Mr. Spicer said that was a direct reference to the centerpiece of House Republicans’ proposal to overhaul the tax code. They have been pushing the idea for months, but with little evidence, until Thursday, that Mr. Trump was interested in it.
But by the time Mr. Spicer returned to the White House two hours later, he had already recanted. In another hastily arranged conversation with reporters, he called the proposal “one idea” that might work and said it was not the job of the White House to “roll something out” on tax policy.
“We’ve been asked over and over again: ‘How could you possibly do this? There’s no way that Mexico will pay for it,’ ” Mr. Spicer said. “Here’s one way. Boom. Done. We could go in another direction. We could talk about tariffs. We could talk about other custom user fees. There are a hundred other things.”
The White House and House Republicans have been hashing out their respective tax proposals as they press forward with Mr. Trump’s agenda to revive American manufacturing and increase exports.
The House proposal would replace the current system of corporate taxation with one that more closely resembles the approach taken by many other developed nations. The government would impose a 20 percent tax on corporate income earned in the United States, which would have the effect of taxing imports while exempting exports.

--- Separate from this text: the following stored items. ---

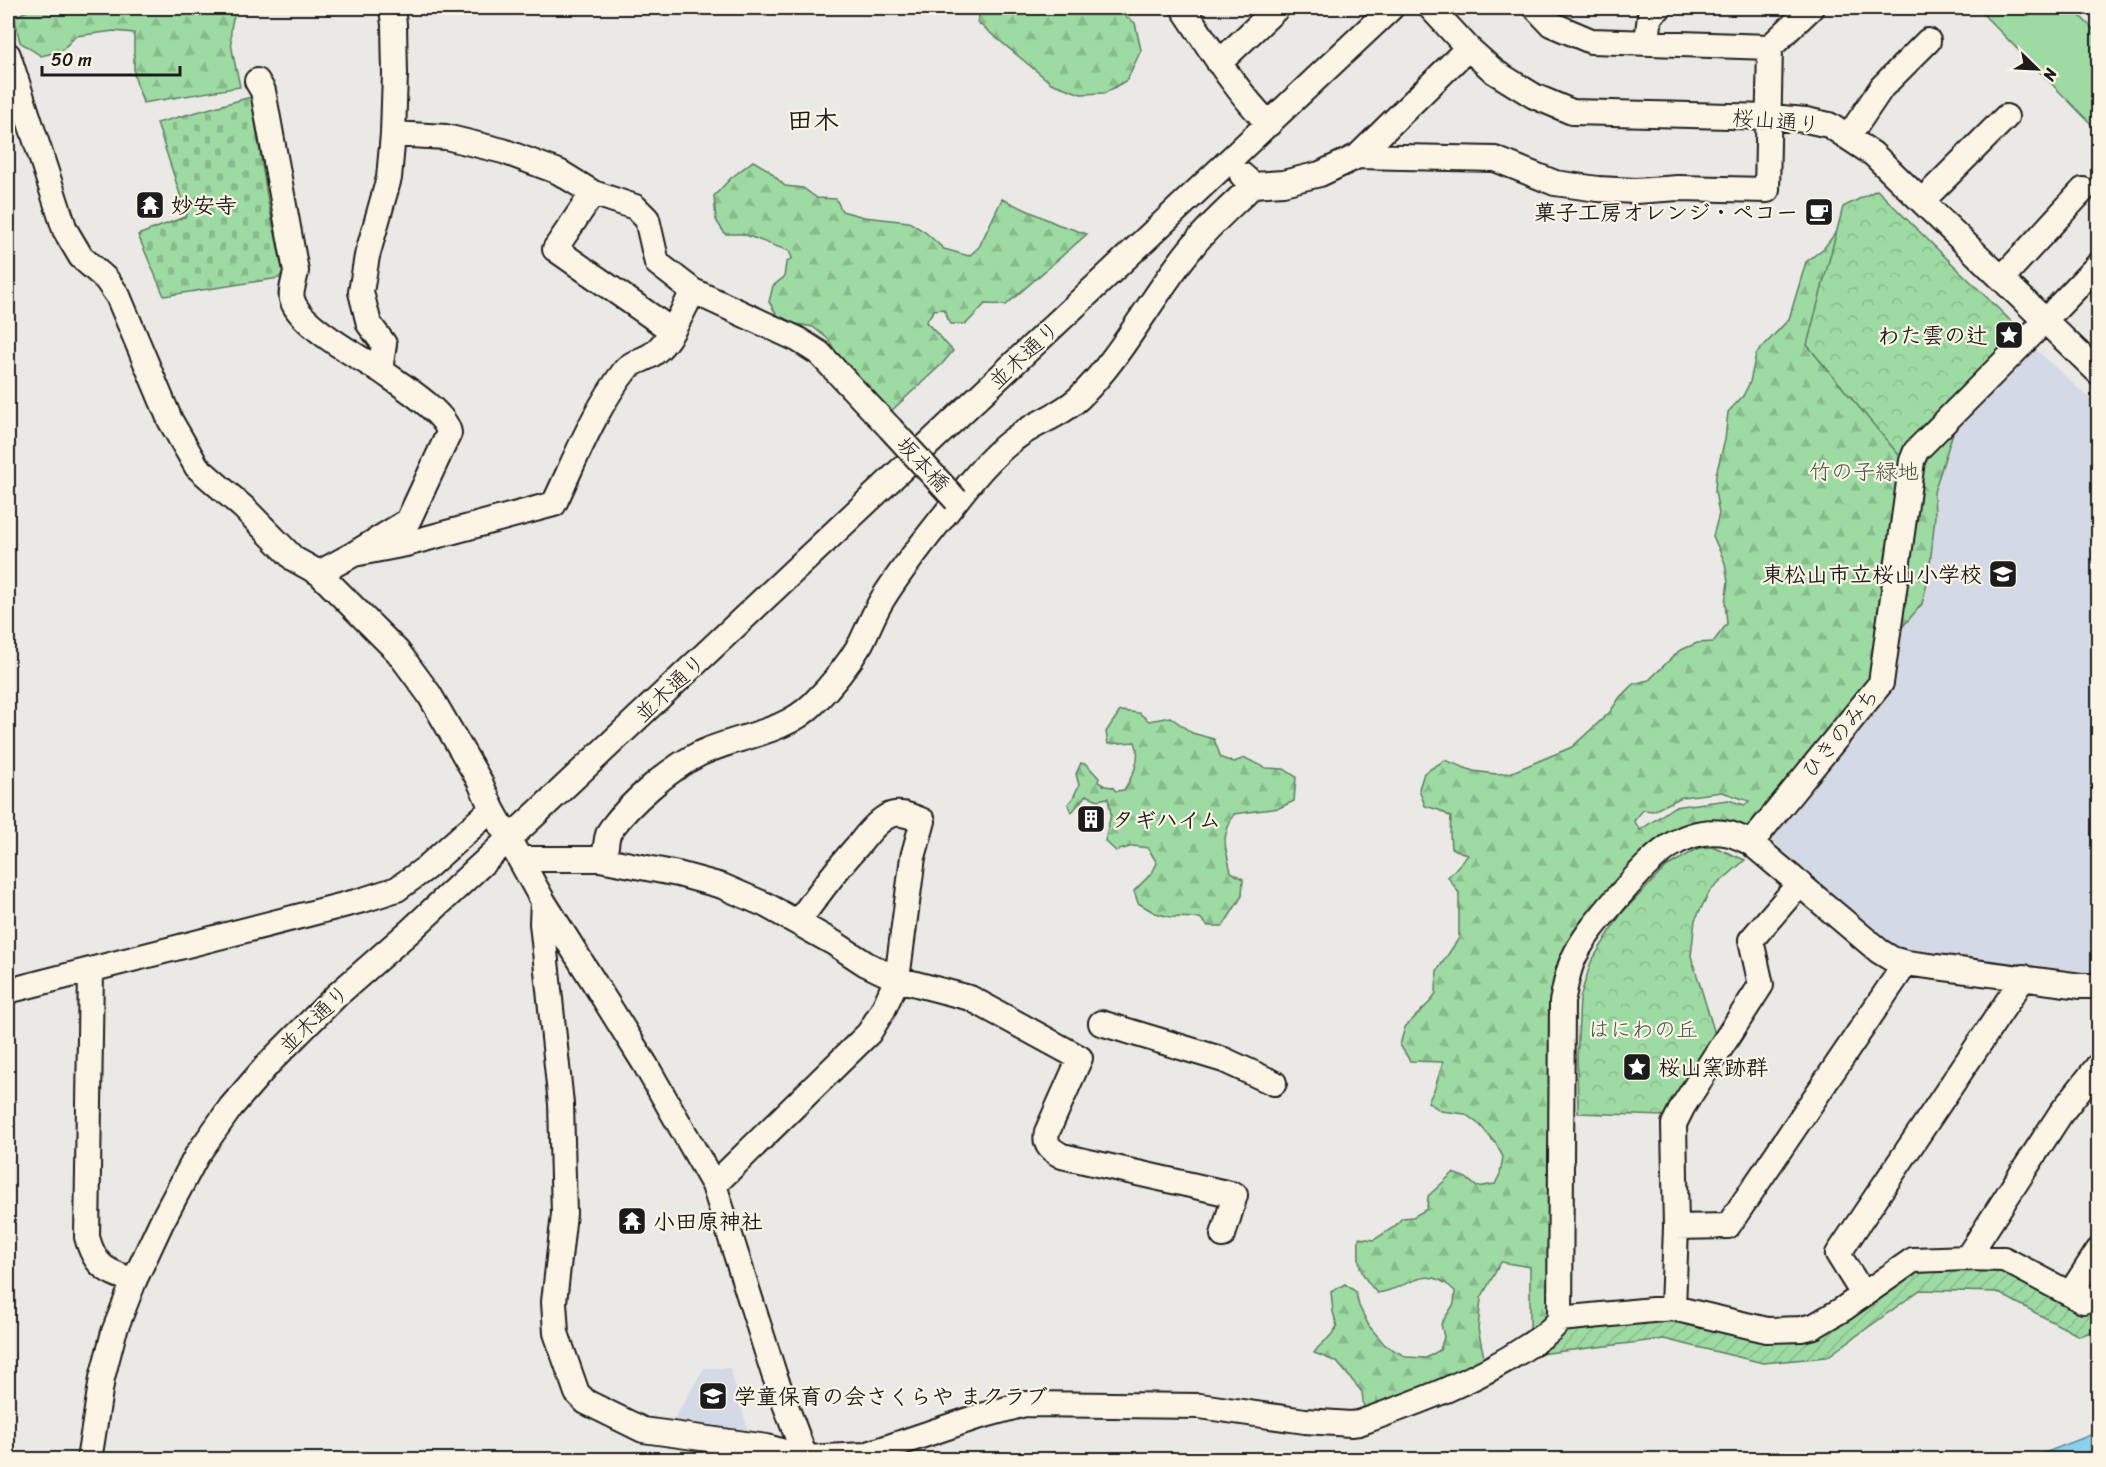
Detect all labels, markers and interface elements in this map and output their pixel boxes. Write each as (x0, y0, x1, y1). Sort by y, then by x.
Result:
scale bar (42, 39, 180, 77)
north arrow (2007, 39, 2067, 99)
text: 50 m (51, 44, 92, 76)
text: N (2034, 63, 2066, 87)
district label: 田木 (787, 97, 839, 143)
street label: 桜山通り (1730, 98, 1822, 144)
place label: 妙安寺 (171, 186, 237, 225)
temple icon: 妙安寺 (134, 189, 166, 221)
place label: 菓子工房オレンジ・ペコー (1534, 193, 1798, 232)
cafe icon: 菓子工房オレンジ・ペコー (1803, 196, 1835, 228)
street label: 並木通り (979, 311, 1069, 399)
place label: わた雲の辻 (1878, 316, 1988, 355)
place icon: わた雲の辻 (1993, 319, 2025, 351)
street label: 坂本橋 (886, 427, 960, 501)
park label: 竹の子緑地 (1809, 452, 1919, 491)
place label: 東松山市立桜山小学校 (1762, 555, 1982, 594)
school or university icon: 東松山市立桜山小学校 (1987, 558, 2019, 590)
street label: 並木通り (625, 644, 715, 732)
street label: ひきのみち (1791, 678, 1889, 788)
place label: タギハイム (1112, 800, 1221, 839)
building icon: タギハイム (1075, 803, 1107, 835)
street label: 並木通り (269, 974, 359, 1064)
park label: はにわの丘 (1588, 1010, 1698, 1049)
place label: 桜山窯跡群 (1658, 1048, 1768, 1087)
place icon: 桜山窯跡群 (1621, 1051, 1653, 1083)
place label: 小田原神社 (653, 1202, 763, 1241)
temple icon: 小田原神社 (616, 1205, 648, 1237)
place label: 学童保育の会さくらや まクラブ (734, 1377, 1048, 1416)
school or university icon: 学童保育の会さくらや まクラブ (697, 1380, 729, 1412)

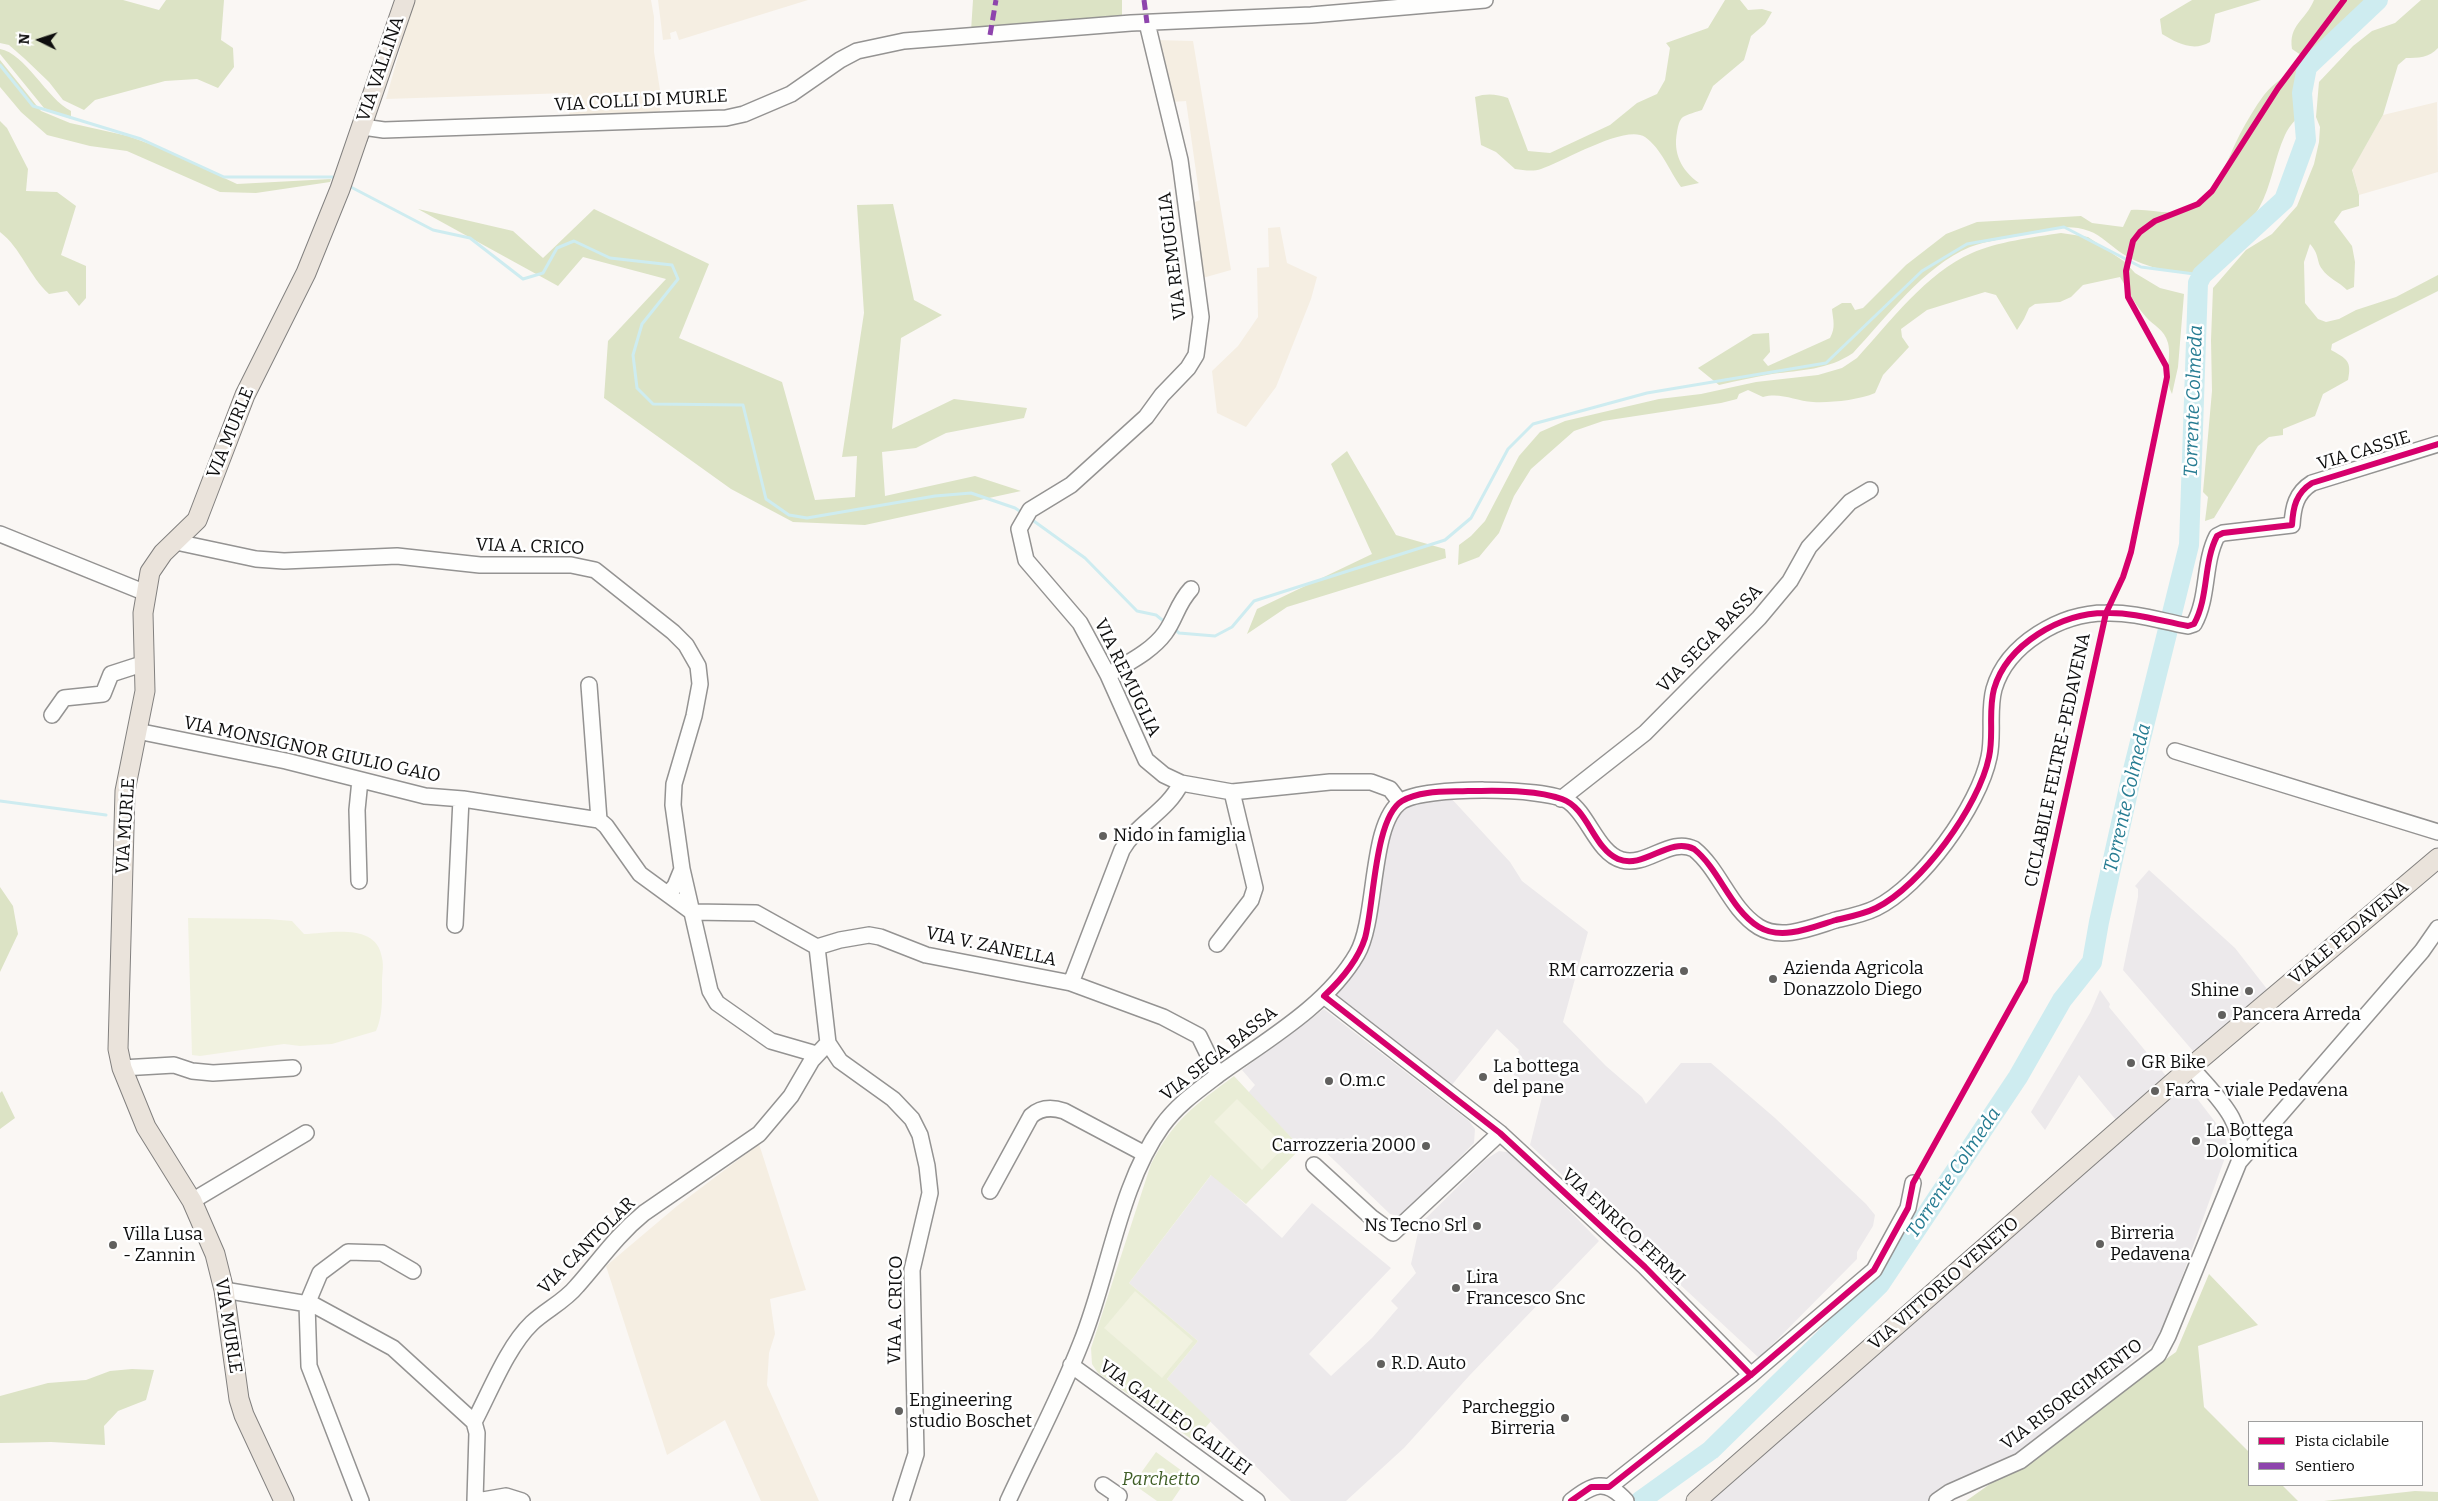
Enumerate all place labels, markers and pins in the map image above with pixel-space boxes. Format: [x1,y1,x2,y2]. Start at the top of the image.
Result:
place label: Nido in famiglia [1113,825,1246,847]
marker: Nido in famiglia [1097,830,1109,842]
place label: Azienda Agricola Donazzolo Diego [1783,958,1924,1001]
place label: RM carrozzeria [1548,960,1674,982]
marker: RM carrozzeria [1678,965,1690,977]
marker: Azienda Agricola Donazzolo Diego [1767,973,1779,985]
place label: Shine [2190,980,2239,1002]
marker: Shine [2243,985,2255,997]
place label: Pancera Arreda [2232,1004,2361,1026]
marker: Pancera Arreda [2216,1009,2228,1021]
place label: GR Bike [2141,1052,2206,1074]
place label: La bottega del pane [1493,1056,1579,1098]
marker: GR Bike [2125,1057,2137,1069]
place label: O.m.c [1339,1070,1386,1092]
marker: La bottega del pane [1477,1071,1489,1083]
marker: O.m.c [1323,1075,1335,1087]
place label: Farra - viale Pedavena [2165,1080,2348,1102]
marker: Farra - viale Pedavena [2149,1085,2161,1097]
place label: La Bottega Dolomitica [2206,1120,2298,1162]
place label: Carrozzeria 2000 [1271,1135,1416,1157]
marker: La Bottega Dolomitica [2190,1135,2202,1147]
marker: Carrozzeria 2000 [1420,1140,1432,1152]
place label: Ns Tecno Srl [1364,1215,1467,1237]
marker: Ns Tecno Srl [1471,1220,1483,1232]
place label: Birreria Pedavena [2110,1223,2190,1266]
place label: Villa Lusa - Zannin [123,1224,203,1266]
marker: Birreria Pedavena [2094,1238,2106,1250]
marker: Villa Lusa - Zannin [107,1239,119,1251]
place label: Lira Francesco Snc [1466,1267,1586,1310]
marker: Lira Francesco Snc [1450,1282,1462,1294]
place label: R.D. Auto [1391,1353,1466,1375]
marker: R.D. Auto [1375,1358,1387,1370]
place label: Engineering studio Boschet [909,1390,1032,1432]
place label: Parcheggio Birreria [1462,1397,1555,1440]
marker: Engineering studio Boschet [893,1405,905,1417]
marker: Parcheggio Birreria [1559,1412,1571,1424]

The approach, known as border adjustment, creates the appearance of taxing trade deficits. The goods that the United States imported from Mexico in 2015 were worth about $60 billion more than the goods it exported to Mexico, so federal revenue in the short term would increase by roughly $12 billion.
But the House plan would offset that revenue by reducing the 35 percent corporate income tax rate, and would thus generate no new federal revenue over all. It was unclear how that fit with Mr. Spicer’s repeated contention Thursday afternoon that revenue from the tax adjustment would help finance construction of the border wall.
By siphoning off that revenue, Mr. Trump would make it impossible to reduce the tax rate as far as Republicans wish. He is pressing for a 15 percent corporate tax rate.
Moreover, the tax would not be paid by Mexico. It would be paid by companies selling Mexican goods in the United States. Some might raise prices, imposing the cost on consumers, while others might be forced by competitive pressures to absorb the tax, reducing their profits. Many economists also doubt that the change would end up penalizing imports or encouraging exports. They predict that the value of the dollar would rise, offsetting those effects.
Nonetheless, many businesses in industries such as retail and energy, which rely heavily on imports, were in a panic.
Representative Kevin Brady, the Texas Republican who wrote the plan, told Fox News on Thursday afternoon that he was pleased that Mr. Trump appeared to be on board with it after his appearance in Philadelphia.
“What I heard today from this president was that in tax reform, that they would level the playing field for imports around the world and level it with the U.S. products here in America at the exact same rate,” Mr. Brady said.